__Supplied records__
###

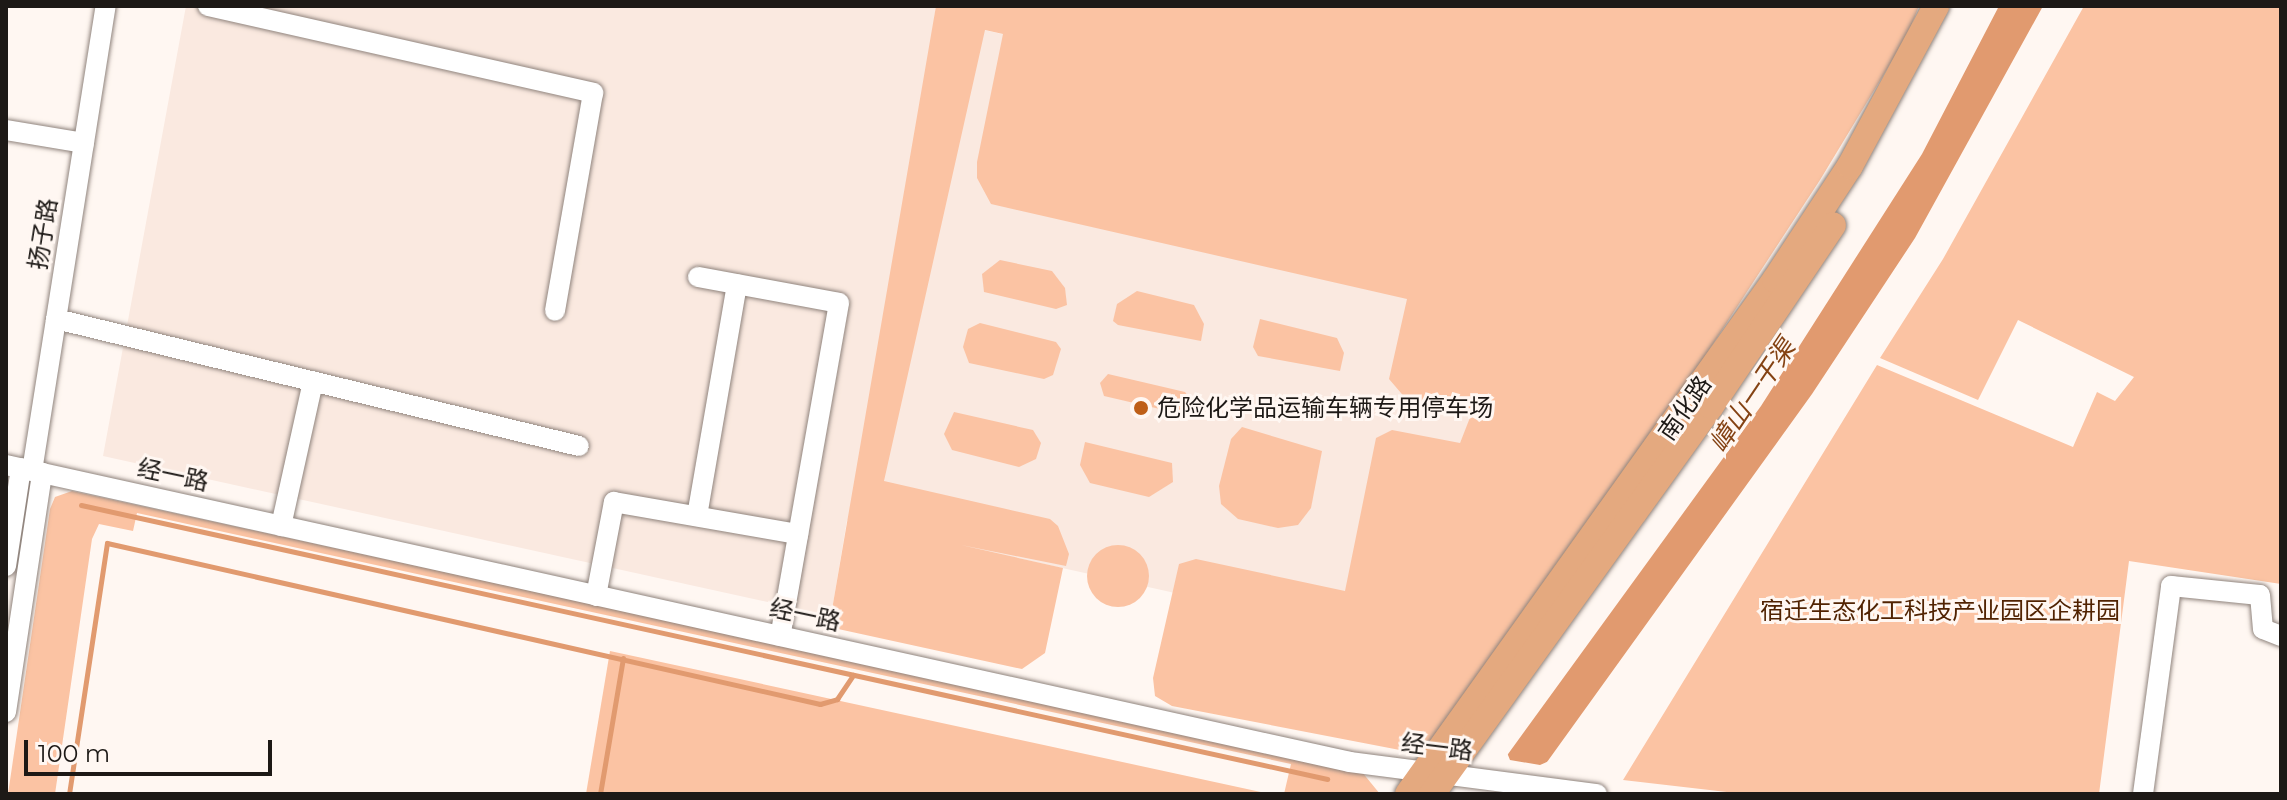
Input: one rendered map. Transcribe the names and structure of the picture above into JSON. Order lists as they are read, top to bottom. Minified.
{"streets":{"main road":["南化路"],"street":["扬子路","经一路"]},"crossings":[["扬子路","经一路"],["南化路","经一路"]],"water":["嶂山一干渠"],"parks":["宿迁生态化工科技产业园区企耕园"],"places":["危险化学品运输车辆专用停车场"],"scale_bar":"100 m"}
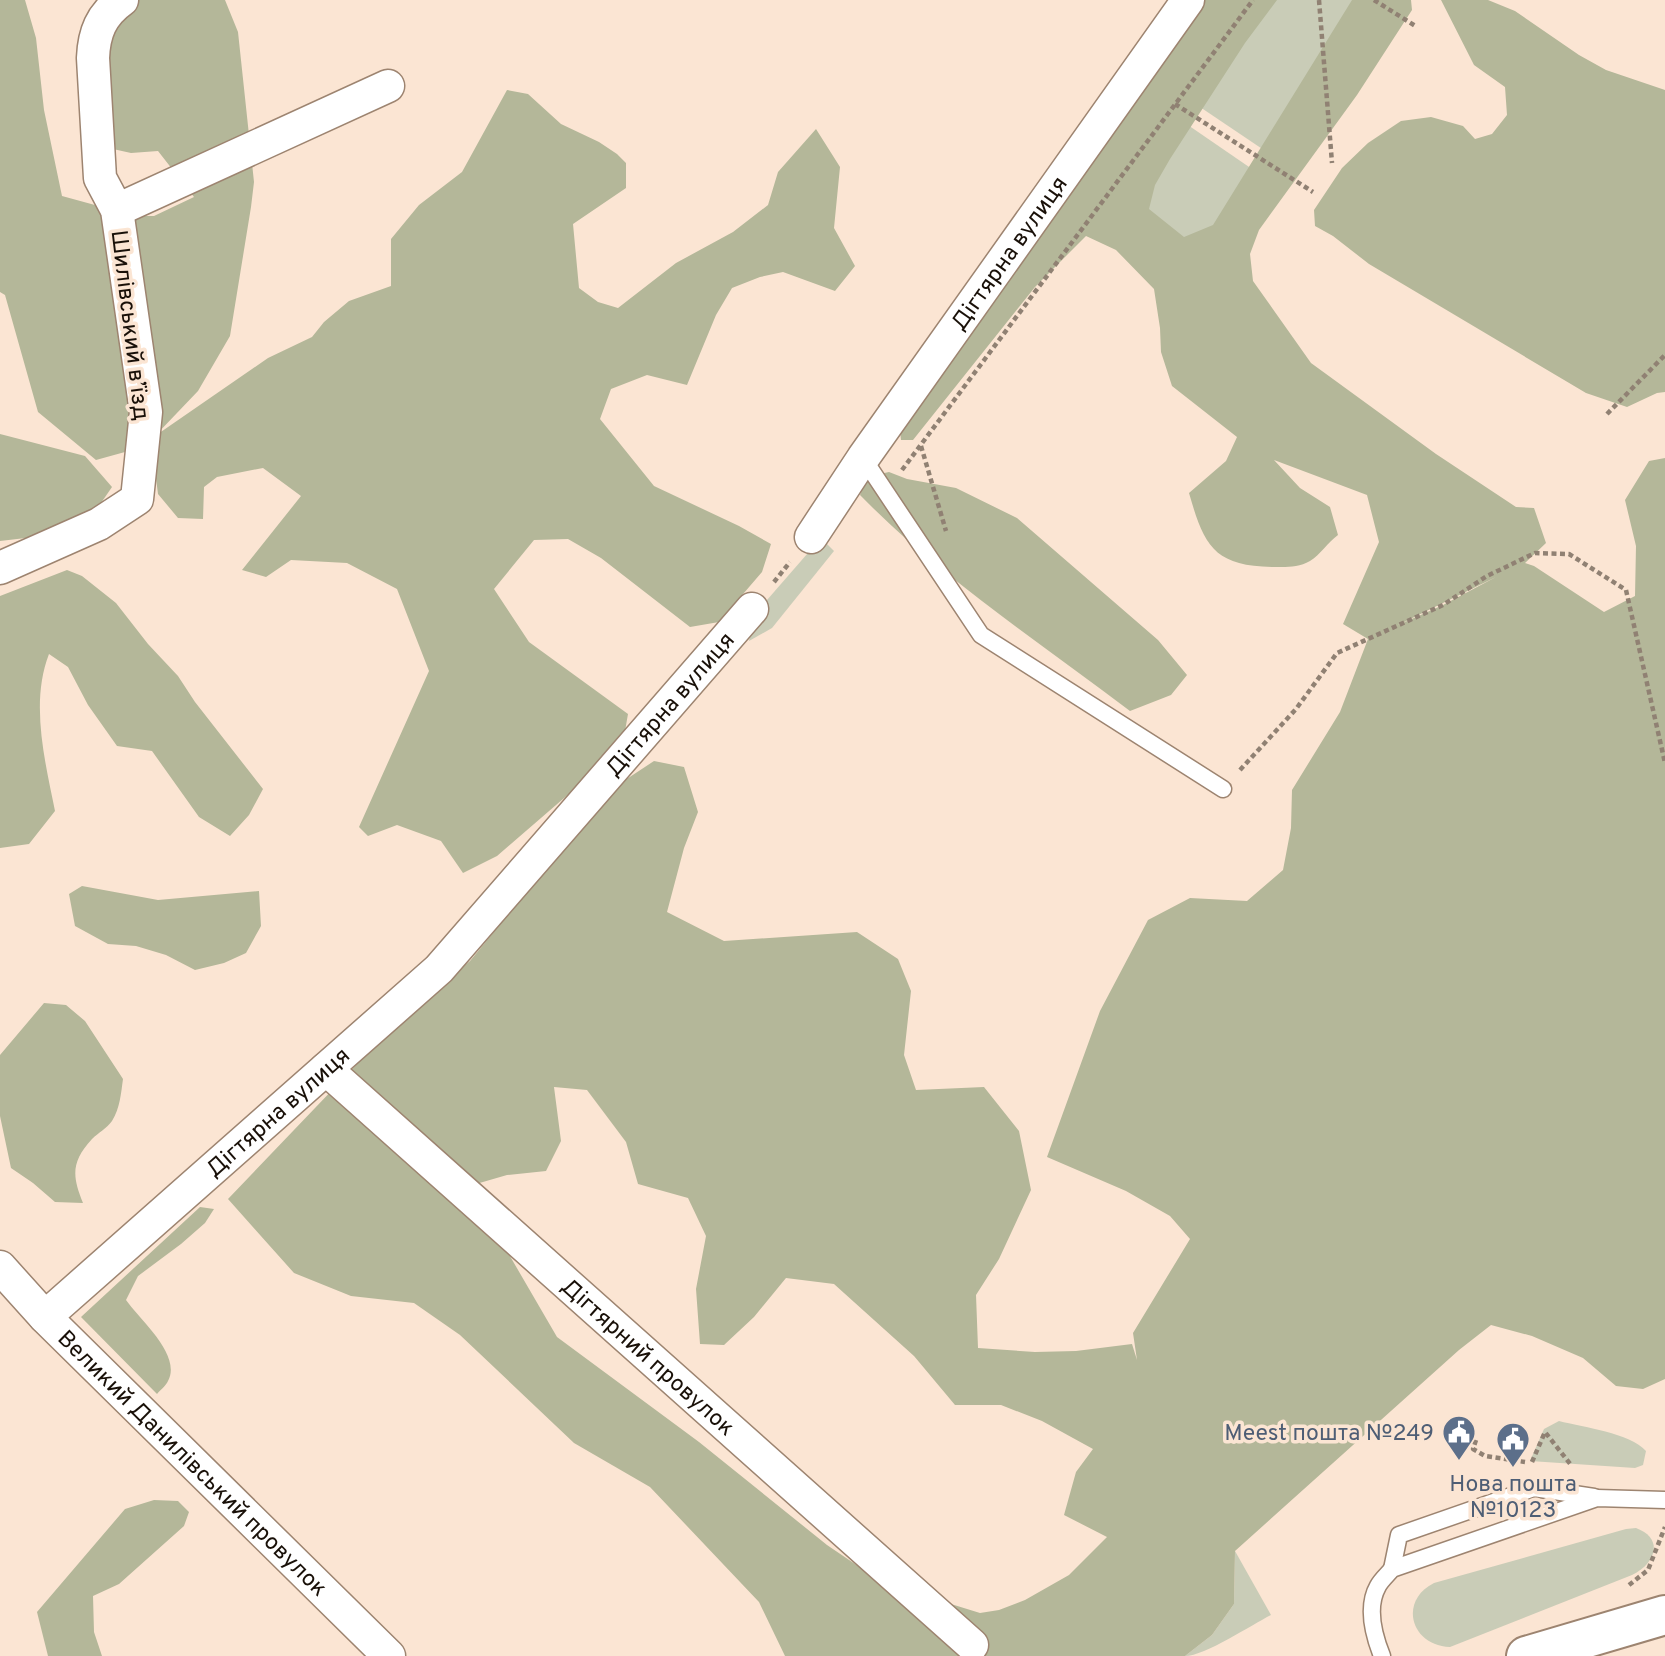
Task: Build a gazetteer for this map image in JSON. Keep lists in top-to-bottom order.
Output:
{
  "streets": {
    "street": [
      "Дігтярна вулиця",
      "Шилівський в’їзд",
      "Дігтярний провулок",
      "Великий Данилівський провулок"
    ]
  },
  "crossings": [
    ["Дігтярна вулиця", "Дігтярний провулок"],
    ["Дігтярна вулиця", "Великий Данилівський провулок"]
  ],
  "places": {
    "public building": ["Meest пошта №249", "Нова пошта №10123"]
  }
}
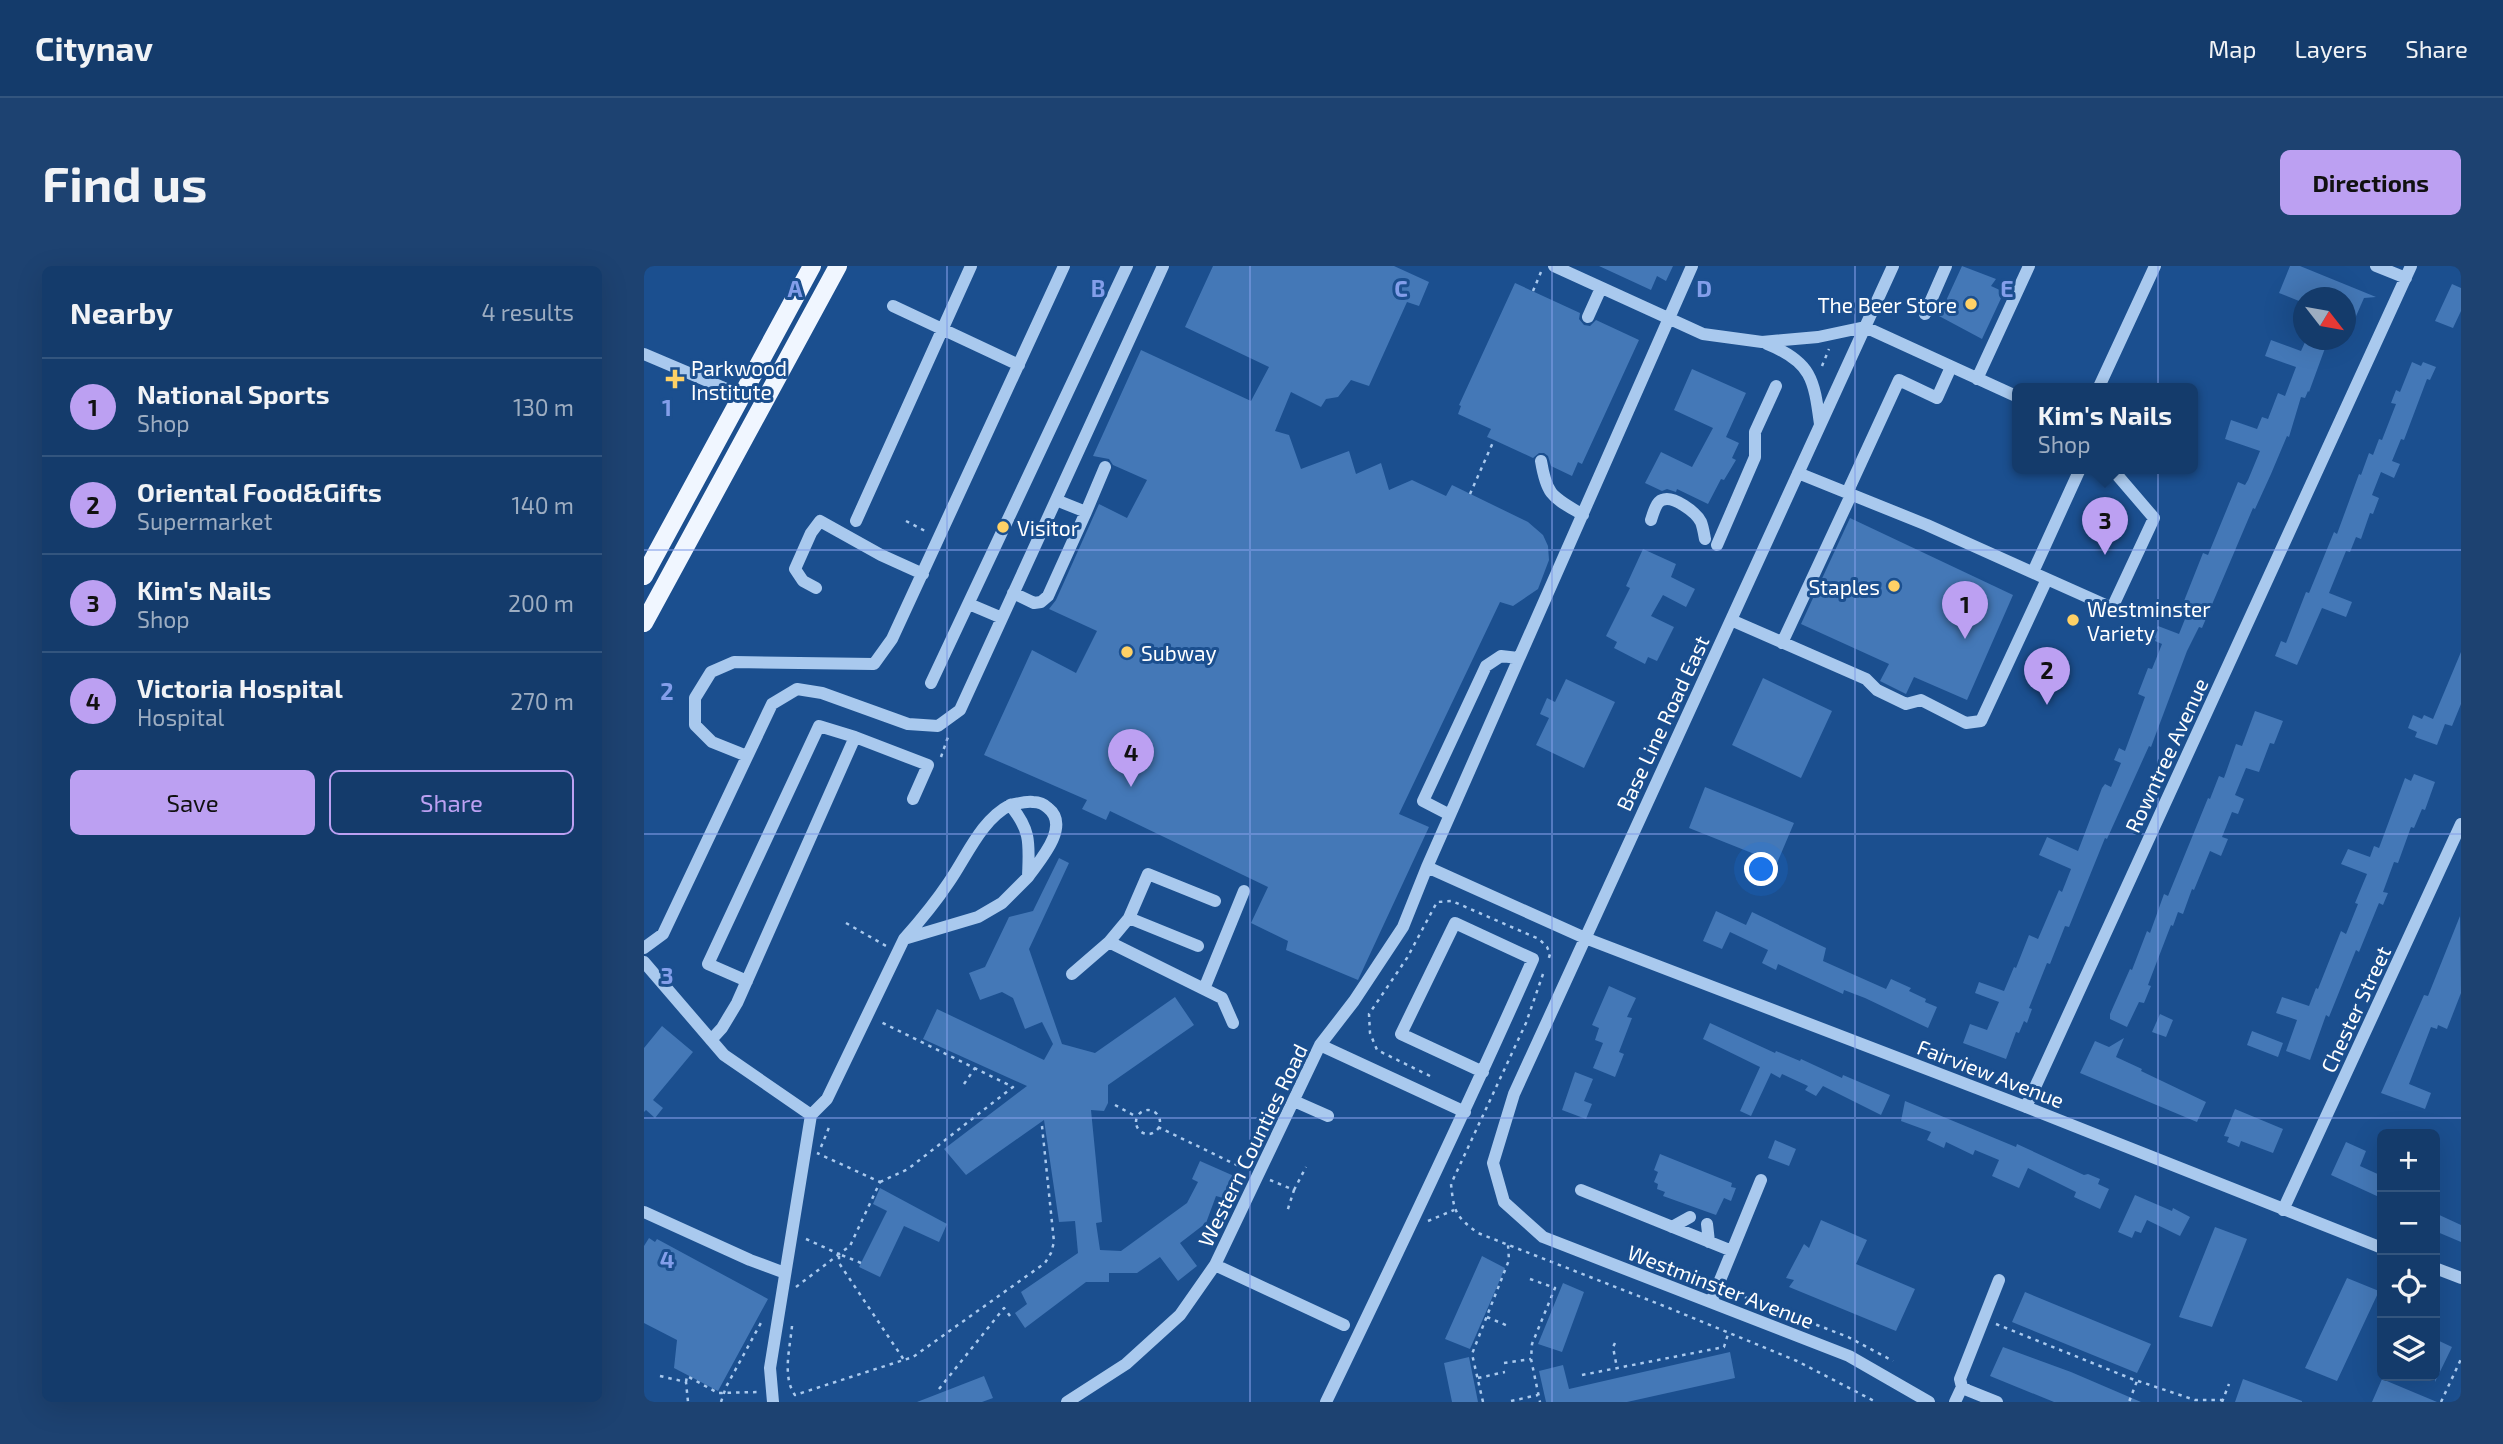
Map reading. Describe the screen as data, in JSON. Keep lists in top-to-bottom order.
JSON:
{
  "streets": {
    "street": [
      "Base Line Road East",
      "Rowntree Avenue",
      "Chester Street",
      "Fairview Avenue",
      "Western Counties Road",
      "Westminster Avenue"
    ]
  },
  "crossings": [
    ["Base Line Road East", "Fairview Avenue"],
    ["Base Line Road East", "Westminster Avenue"],
    ["Rowntree Avenue", "Fairview Avenue"],
    ["Chester Street", "Fairview Avenue"],
    ["Fairview Avenue", "Western Counties Road"]
  ],
  "places": {
    "other": [
      "The Beer Store",
      "Visitor",
      "Staples",
      "Westminster Variety",
      "Subway"
    ],
    "health": ["Parkwood Institute"]
  },
  "north": "bottom right",
  "page": {
    "header": "Citynav",
    "nav": ["Map", "Layers", "Share"],
    "buttons": [
      "Directions",
      ["Save", "Share"]
    ],
    "title": "Find us",
    "heading": ["Nearby", "4 results"],
    "list": [
      {
        "mark": "1",
        "name": "National Sports",
        "note": "Shop",
        "value": "130 m"
      },
      {
        "mark": "2",
        "name": "Oriental Food&Gifts",
        "note": "Supermarket",
        "value": "140 m"
      },
      {
        "mark": "3",
        "name": "Kim's Nails",
        "note": "Shop",
        "value": "200 m"
      },
      {
        "mark": "4",
        "name": "Victoria Hospital",
        "note": "Hospital",
        "value": "270 m"
      }
    ],
    "popup": ["Kim's Nails", "Shop"],
    "pins": [
      "3",
      "1",
      "2",
      "4"
    ],
    "map_buttons": ["+", "−"]
  },
  "grid": {
    "columns": [
      "A",
      "B",
      "C",
      "D",
      "E"
    ],
    "rows": [
      "1",
      "2",
      "3",
      "4"
    ]
  }
}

###

__Task brief__
Word-for-word repeat, images excluded: return all the data.

__Answer space__
Input: one rendered map. Transcribe the names and structure of the picture above into JSON. Order lists as they are read, top to bottom. Minified.
{"streets":{"main road":["南化路"],"street":["扬子路","经一路"]},"crossings":[["扬子路","经一路"],["南化路","经一路"]],"water":["嶂山一干渠"],"parks":["宿迁生态化工科技产业园区企耕园"],"places":["危险化学品运输车辆专用停车场"],"scale_bar":"100 m"}
Task: Build a gazetteer for this map image in JSON. Keep lists in top-to-bottom order.
Output:
{
  "streets": {
    "street": [
      "Дігтярна вулиця",
      "Шилівський в’їзд",
      "Дігтярний провулок",
      "Великий Данилівський провулок"
    ]
  },
  "crossings": [
    ["Дігтярна вулиця", "Дігтярний провулок"],
    ["Дігтярна вулиця", "Великий Данилівський провулок"]
  ],
  "places": {
    "public building": ["Meest пошта №249", "Нова пошта №10123"]
  }
}
Map reading. Describe the screen as data, in JSON. Keep lists in top-to-bottom order.
JSON:
{
  "streets": {
    "street": [
      "Base Line Road East",
      "Rowntree Avenue",
      "Chester Street",
      "Fairview Avenue",
      "Western Counties Road",
      "Westminster Avenue"
    ]
  },
  "crossings": [
    ["Base Line Road East", "Fairview Avenue"],
    ["Base Line Road East", "Westminster Avenue"],
    ["Rowntree Avenue", "Fairview Avenue"],
    ["Chester Street", "Fairview Avenue"],
    ["Fairview Avenue", "Western Counties Road"]
  ],
  "places": {
    "other": [
      "The Beer Store",
      "Visitor",
      "Staples",
      "Westminster Variety",
      "Subway"
    ],
    "health": ["Parkwood Institute"]
  },
  "north": "bottom right",
  "page": {
    "header": "Citynav",
    "nav": ["Map", "Layers", "Share"],
    "buttons": [
      "Directions",
      ["Save", "Share"]
    ],
    "title": "Find us",
    "heading": ["Nearby", "4 results"],
    "list": [
      {
        "mark": "1",
        "name": "National Sports",
        "note": "Shop",
        "value": "130 m"
      },
      {
        "mark": "2",
        "name": "Oriental Food&Gifts",
        "note": "Supermarket",
        "value": "140 m"
      },
      {
        "mark": "3",
        "name": "Kim's Nails",
        "note": "Shop",
        "value": "200 m"
      },
      {
        "mark": "4",
        "name": "Victoria Hospital",
        "note": "Hospital",
        "value": "270 m"
      }
    ],
    "popup": ["Kim's Nails", "Shop"],
    "pins": [
      "3",
      "1",
      "2",
      "4"
    ],
    "map_buttons": ["+", "−"]
  },
  "grid": {
    "columns": [
      "A",
      "B",
      "C",
      "D",
      "E"
    ],
    "rows": [
      "1",
      "2",
      "3",
      "4"
    ]
  }
}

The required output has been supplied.